DATA SECTION:

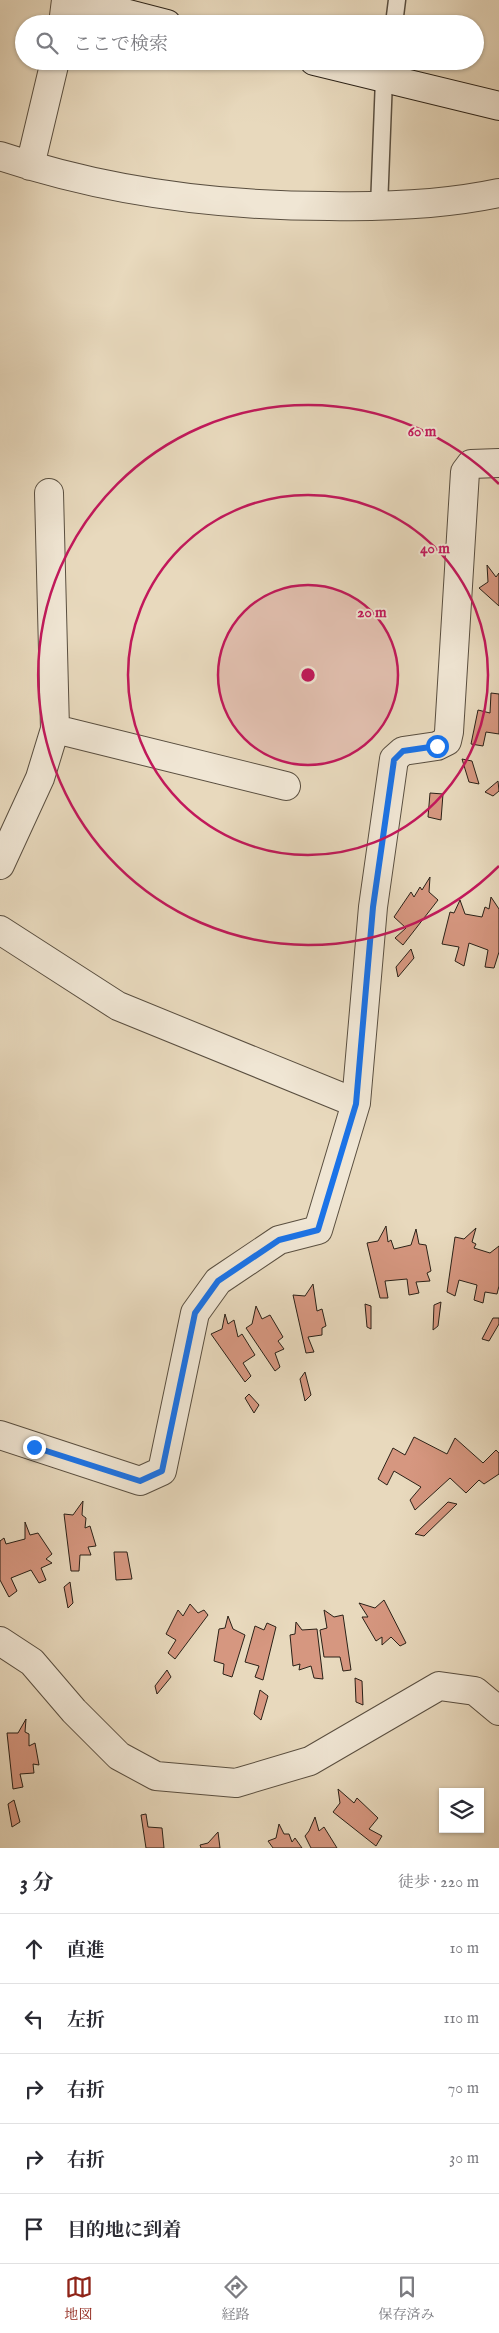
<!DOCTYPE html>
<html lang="ja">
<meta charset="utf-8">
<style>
body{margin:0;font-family:"IM FELL English","Noto Serif JP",serif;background:#f7f7f7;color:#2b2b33}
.controls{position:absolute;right:15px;bottom:15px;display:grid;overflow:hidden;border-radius:0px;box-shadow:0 1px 4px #0004}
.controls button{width:45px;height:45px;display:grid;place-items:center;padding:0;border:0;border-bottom:1px solid #e1e1e2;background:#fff;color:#2b2b33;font:25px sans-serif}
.stop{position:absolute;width:15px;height:15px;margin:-11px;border:4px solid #1a73e8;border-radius:50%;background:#fff}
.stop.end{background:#1a73e8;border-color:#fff;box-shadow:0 1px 5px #0008}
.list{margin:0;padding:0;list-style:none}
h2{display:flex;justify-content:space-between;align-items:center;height:65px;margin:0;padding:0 20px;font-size:21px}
h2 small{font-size:16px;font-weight:400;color:#7c7c81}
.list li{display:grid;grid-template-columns:32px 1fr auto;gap:15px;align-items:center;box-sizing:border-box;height:70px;padding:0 20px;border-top:1px solid #e1e1e2}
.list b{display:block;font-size:19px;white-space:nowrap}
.list em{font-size:16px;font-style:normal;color:#7c7c81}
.icon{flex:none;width:28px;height:28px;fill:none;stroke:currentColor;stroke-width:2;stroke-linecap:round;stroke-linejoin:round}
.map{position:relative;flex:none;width:499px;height:1848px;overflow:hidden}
.search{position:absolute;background:#fff;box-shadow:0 1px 4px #0004;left:15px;right:15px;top:15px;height:55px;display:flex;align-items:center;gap:12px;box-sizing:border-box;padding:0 18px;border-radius:28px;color:#7c7c81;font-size:19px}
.sheet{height:415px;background:#fff}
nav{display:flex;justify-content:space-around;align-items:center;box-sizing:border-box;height:70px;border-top:1px solid #e1e1e2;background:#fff;font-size:14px;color:#7c7c81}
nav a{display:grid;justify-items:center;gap:2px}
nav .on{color:#8f2418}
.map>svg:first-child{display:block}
</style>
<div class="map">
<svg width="499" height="1848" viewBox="0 0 499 1848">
<rect width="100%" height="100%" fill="#e8d9bd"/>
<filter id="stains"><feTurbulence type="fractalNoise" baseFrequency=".004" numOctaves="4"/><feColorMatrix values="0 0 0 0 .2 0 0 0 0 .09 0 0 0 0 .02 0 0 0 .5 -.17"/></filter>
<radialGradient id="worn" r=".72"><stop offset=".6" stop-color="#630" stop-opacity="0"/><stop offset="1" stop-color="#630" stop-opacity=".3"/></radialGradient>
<!-- building -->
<path fill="#d69780" stroke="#2a2117" d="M487,565L496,577L499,573V606L479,588L488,582Z
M491,693L499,694V734L486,732L483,746L471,744L478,710L490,713Z
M462,759L472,761L479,784L469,782Z
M498,781L499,791L493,796L485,792Z
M430,793L443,794L441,820L428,817Z
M430,877L429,892L438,900L403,945L395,938L406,928L394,917L411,892L414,897L420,887L422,890Z
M491,897L499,909V952L494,968L485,967L488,950L469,943L464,966L455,961L459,947L442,944L450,912L454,913L460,900L465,914L482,917L485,907L489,909Z
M411,949L414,958L398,977L396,967Z
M386,1226L388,1242L391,1240L394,1249L411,1245L416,1229L419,1244L426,1245L431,1271L427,1273L430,1281L416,1282L419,1293L409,1295L407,1279L385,1281L388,1298H380L367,1243L378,1241Z
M476,1228L472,1242L476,1244L474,1248L490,1253L499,1246V1286L497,1294L485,1292L483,1303L474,1300L477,1285L459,1280L455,1296L447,1292L455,1237L464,1239Z
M313,1284L317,1311L322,1309L326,1326L322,1328V1335L308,1337L314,1352L306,1353L293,1295L305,1296Z
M441,1302L438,1326L433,1330L434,1305Z
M365,1304L371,1306V1329L367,1327Z
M256,1306L262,1319L270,1315L283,1337L278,1341L284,1349L275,1353L280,1367L275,1371L246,1328L252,1324Z
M225,1314L228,1324L234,1320L238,1337L242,1334L255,1355L243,1363L251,1376L245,1382L211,1334L222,1329Z
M493,1318H499V1324L489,1341L482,1339Z
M305,1372L311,1395L305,1401L300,1379Z
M249,1394L259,1405L254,1413L245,1398Z
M414,1437L447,1454L455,1438L483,1463L496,1450L499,1453V1474L484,1484L479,1480L466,1493L450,1478L415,1510L410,1500L421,1487L394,1471L387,1485L378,1479L393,1448L405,1455Z
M83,1501L82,1515L86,1518L85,1528L90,1526L96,1546L88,1547L91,1555H80L79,1571H71L64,1514L73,1515Z
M448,1502L457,1504L424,1536L415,1534Z
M25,1522L30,1535L38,1533L52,1554L46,1559L52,1563L41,1568L46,1580L39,1583L31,1570L11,1578L17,1591L9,1597L0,1580V1541L4,1538L6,1544L25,1539Z
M114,1552H127L132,1579L116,1580Z
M70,1582L73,1603L68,1608L64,1587Z
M384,1600L406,1643L400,1646L391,1637L382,1645V1637L376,1641L362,1617H368L359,1603L375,1608Z
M190,1604L198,1613L204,1610L208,1615L175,1659L168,1653L176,1640L166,1634L178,1610L183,1616Z
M324,1610L334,1617L343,1615L351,1670L343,1671L340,1657H324L320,1630L327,1628Z
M228,1616L233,1629L245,1635L232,1677L223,1674L224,1664L214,1661L219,1629L225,1628Z
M296,1622L302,1630L317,1629L323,1679L314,1678L311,1666L299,1670L300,1664L293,1666L290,1635L295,1634Z
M267,1623L276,1627L263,1680L255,1677L259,1666L245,1662L255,1626L264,1630Z
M167,1670L171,1677L157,1694L155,1686Z
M355,1678L362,1681L363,1705L356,1702Z
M260,1690L268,1696L261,1720L254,1714Z
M26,1719L25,1732L29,1734V1746L35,1743L39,1765L33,1764L34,1773L20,1774L23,1787L13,1789L7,1733H18Z
M338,1789L354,1803L357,1798L378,1818L369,1829L382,1836L376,1846L333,1812L340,1803Z
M14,1800L20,1822L12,1827L8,1804Z
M146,1814L148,1827L162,1828L164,1848H146L141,1815Z
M315,1817L319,1831L324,1827L337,1848H311L305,1836L309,1831Z
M279,1824L284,1834H289L292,1842L295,1838L302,1848H273L268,1841L276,1838Z
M218,1832L220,1848H201L200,1845L208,1843Z"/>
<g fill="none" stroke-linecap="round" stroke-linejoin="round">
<defs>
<path id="service" d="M394,24L397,0
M379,207L384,79L390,61"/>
<path id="minor" d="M63,24L66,0
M0,156C107,192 216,206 329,206C386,207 443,205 499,193
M30,166L55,61
M55,729L286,786
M0,865L40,778L55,729L49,493
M0,930L118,1006L356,1103
M0,1435L140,1481L162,1471L195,1313L218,1281L279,1240L318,1230L356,1103L373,907L394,759L403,751L437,746L447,741L449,732L465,472L471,464L499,463
M0,1641L32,1662L74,1711L119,1756L156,1776L236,1783L310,1761L439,1686L475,1691L499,1711"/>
<path id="secondary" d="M74,0L167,24
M314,61L499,106"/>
</defs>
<!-- service casing -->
<use href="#service" stroke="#5a4f40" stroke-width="19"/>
<!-- minor casing -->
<use href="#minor" stroke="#5a4f40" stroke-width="30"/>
<!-- secondary casing -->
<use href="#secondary" stroke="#2a2117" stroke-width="30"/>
<!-- service -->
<use href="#service" stroke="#f0e6d4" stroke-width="16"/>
<!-- minor -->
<use href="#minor" stroke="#f0e6d4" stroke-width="28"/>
<!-- secondary -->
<use href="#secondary" stroke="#f0e6d4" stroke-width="28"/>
</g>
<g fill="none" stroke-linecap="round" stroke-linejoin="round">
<!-- route -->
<path stroke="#1a73e8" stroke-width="6" d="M34,1447L140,1481L162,1471L195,1313L218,1281L279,1240L318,1230L356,1104L373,907L394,760L403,751L437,746"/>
</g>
<!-- distance rings -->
<circle cx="308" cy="675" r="90" fill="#c2185b" fill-opacity=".12"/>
<g fill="none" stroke="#c2185b" stroke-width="2.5">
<circle cx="308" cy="675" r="90"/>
<circle cx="308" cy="675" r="180"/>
<path d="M499 866A270 270 0 1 1 499 484"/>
</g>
<circle cx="308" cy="675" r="8" fill="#c2185b" stroke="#f0e6d4" stroke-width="2.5"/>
<g font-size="15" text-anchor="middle" font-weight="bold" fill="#c2185b" stroke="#f0e6d4" stroke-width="4" stroke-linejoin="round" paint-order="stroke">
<text x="422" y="436">60 m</text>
<text x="435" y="553">40 m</text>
<text x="372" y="617">20 m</text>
</g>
<rect width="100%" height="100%" filter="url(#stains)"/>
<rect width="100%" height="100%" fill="url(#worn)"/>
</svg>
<div class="controls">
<button><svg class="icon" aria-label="layers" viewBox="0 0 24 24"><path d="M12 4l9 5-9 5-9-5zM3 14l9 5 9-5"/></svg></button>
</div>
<div class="stop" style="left:437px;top:746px"></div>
<div class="stop end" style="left:34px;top:1447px"></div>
<div class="search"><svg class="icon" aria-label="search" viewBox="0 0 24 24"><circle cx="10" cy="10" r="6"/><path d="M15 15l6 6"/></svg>ここで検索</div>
</div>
<section class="sheet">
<h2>3 分<small>徒歩 · 220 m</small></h2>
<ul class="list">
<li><svg class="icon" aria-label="ahead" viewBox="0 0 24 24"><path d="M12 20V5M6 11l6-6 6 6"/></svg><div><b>直進</b></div><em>10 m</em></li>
<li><svg class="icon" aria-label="left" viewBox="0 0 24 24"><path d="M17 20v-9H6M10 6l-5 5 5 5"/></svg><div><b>左折</b></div><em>110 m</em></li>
<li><svg class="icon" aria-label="right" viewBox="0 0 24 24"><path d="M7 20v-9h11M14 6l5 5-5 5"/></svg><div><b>右折</b></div><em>70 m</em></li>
<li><svg class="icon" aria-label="right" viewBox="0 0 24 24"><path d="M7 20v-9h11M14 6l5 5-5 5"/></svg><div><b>右折</b></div><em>30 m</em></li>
<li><svg class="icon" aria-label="arrive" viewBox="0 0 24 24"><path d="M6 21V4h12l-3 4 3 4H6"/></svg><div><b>目的地に到着</b></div></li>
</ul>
</section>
<nav>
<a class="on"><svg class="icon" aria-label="map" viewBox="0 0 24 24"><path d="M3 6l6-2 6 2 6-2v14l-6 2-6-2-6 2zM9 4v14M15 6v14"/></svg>地図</a>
<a><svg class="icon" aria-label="directions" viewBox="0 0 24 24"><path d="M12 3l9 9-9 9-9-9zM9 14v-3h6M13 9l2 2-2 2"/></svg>経路</a>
<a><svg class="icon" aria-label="saved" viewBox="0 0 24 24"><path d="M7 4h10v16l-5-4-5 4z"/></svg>保存済み</a>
</nav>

WORK ITEM:
Provide only the count of lines in the records above that hold the word "grid".

TASK RESULT:
4